Professional cyclist Julie Leth (Hitec Products) is currently sidelined following a horrific crash at the Winston Salem Cycling Classic in North Carolina in early June. She hit a dip in the road whilst descending and was thrown from her bike, suffering fractures to the elbow, jaw and vertebrae.
Among the treatments for her various injuries, Leth had her jaw wired shut. Unable to open her mouth or chew, Leth was left with an extremely limited diet.
“I ate everything through a straw,” Leth said. “It all had to be liquids, since the only way I’d be able to eat–if you could even call that eating. If it was liquid enough to pass through the gaps between my teeth, it was fair game.”
“I had a lot of soup, smoothies, protein shakes and fruit puree,” she explained. “Also, I ate a fair amount of Danish ‘Koldskål’, which is a traditional Danish summer meal. Directly translated it’s means ‘cold bowl’, and it’s buttermilk mixed with eggs, lemon, vanilla and a bit of sugar.”
It was difficult for Leth to consume all the calories her body needed to require – so she got creative.
“My body needed the energy to heal quicker,” Leth explained. “It was pretty much impossible not to be calorie deficit but I did my best. I added whipped cream to my fruit puree, and I blended things that really should not be blended, like spaghetti bolognese. I found that I was able to get mashed potatoes through the straw, so I ate that, too.”
“I was really struggled at the end,” she admitted. “I loved food, but this made eating so unpleasant.”

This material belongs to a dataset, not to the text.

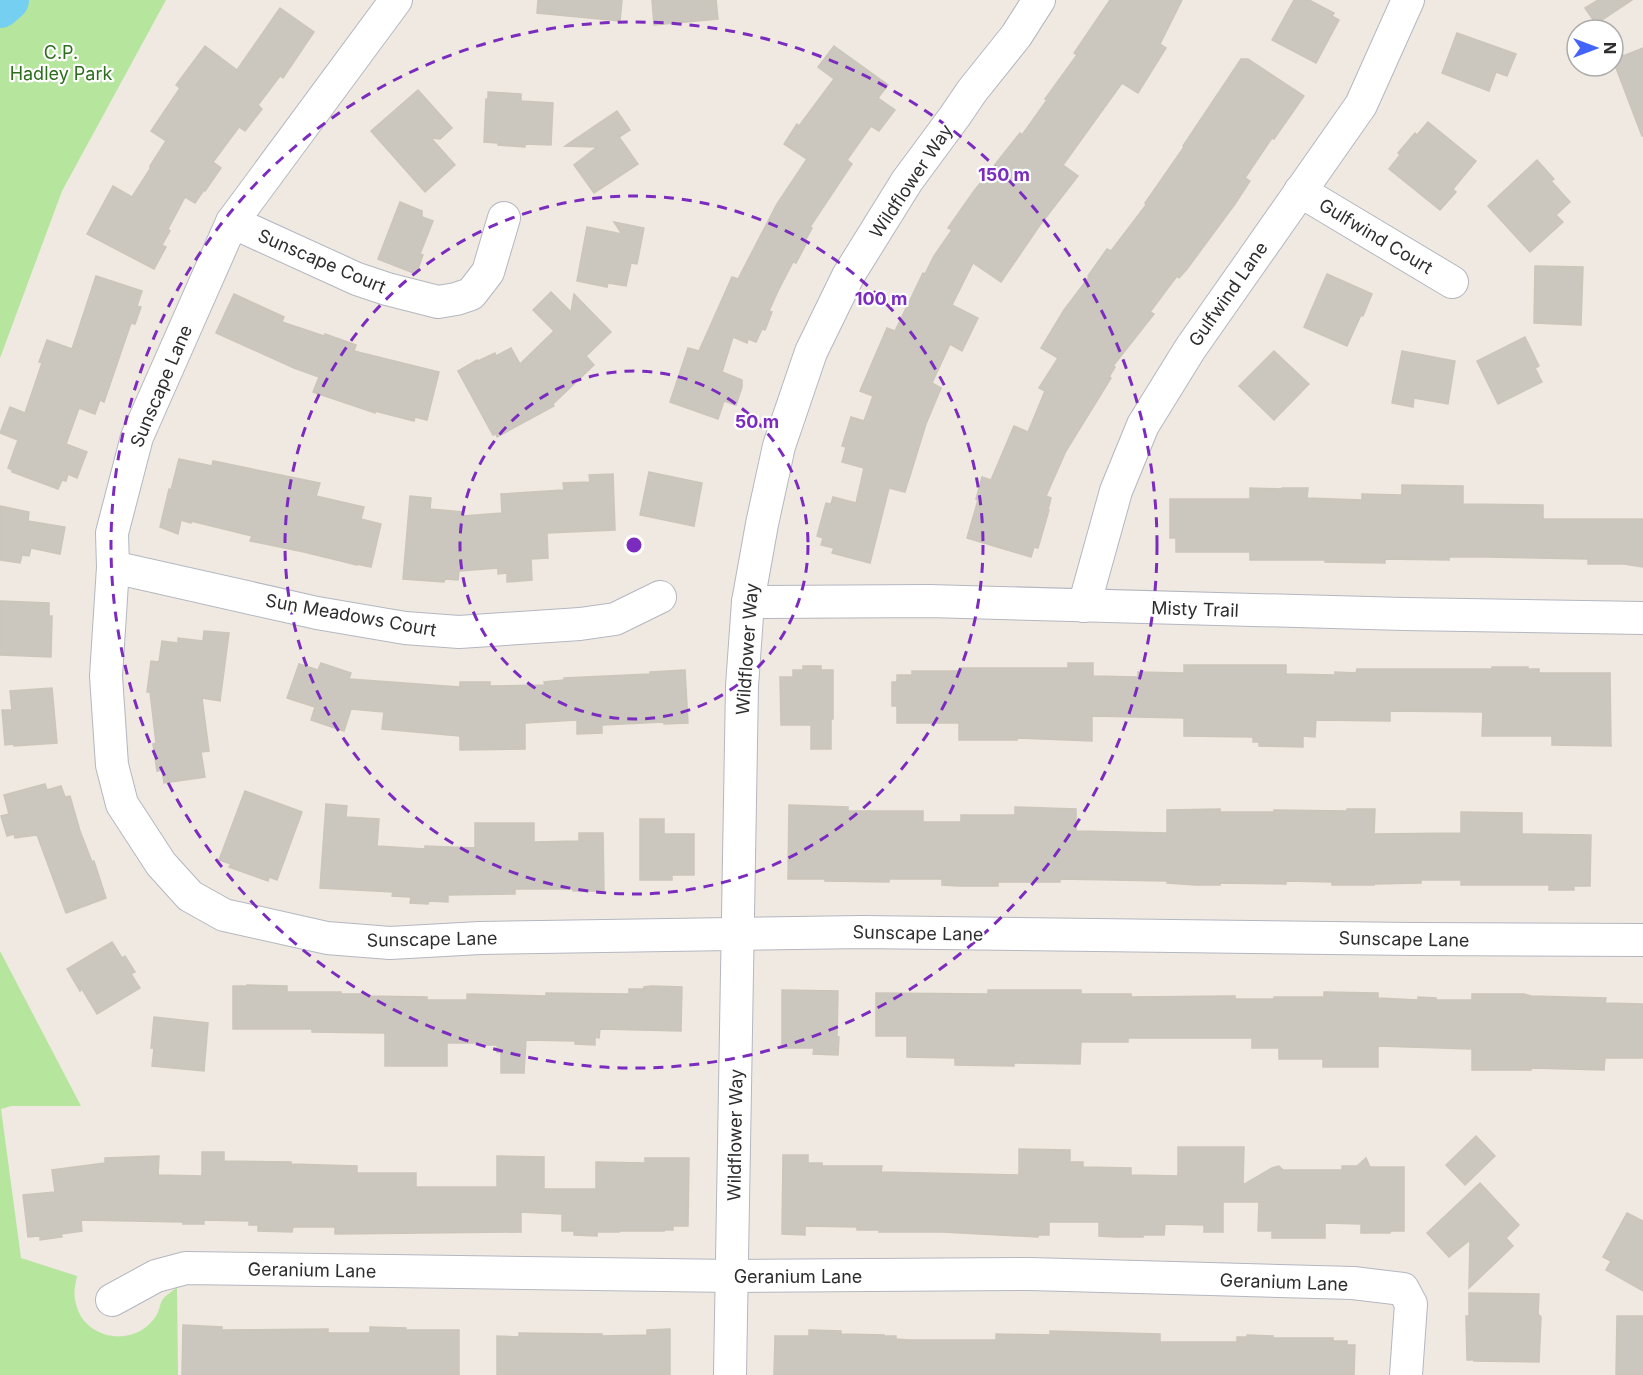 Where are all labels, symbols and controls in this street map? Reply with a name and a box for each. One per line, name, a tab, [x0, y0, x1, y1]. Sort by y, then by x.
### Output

Leth recently had the wires removed, a major improvement over her previous condition but restrictions remain.
“I’m not allowed to chew,” she said. “I must only eat soft foods. Pretty much everything I eat needs to be mashed. Cutting things into really small pieces also helps.”
Leth loves porridge. It’s her standby morning meal – broken jaw notwithstanding – and she was thrilled that with the wires removed she could resume her daily porridge habit. Her #pimpmyporridge tweets have garnered her a bit of a loyal following amongst porridge lovers in the pro peloton.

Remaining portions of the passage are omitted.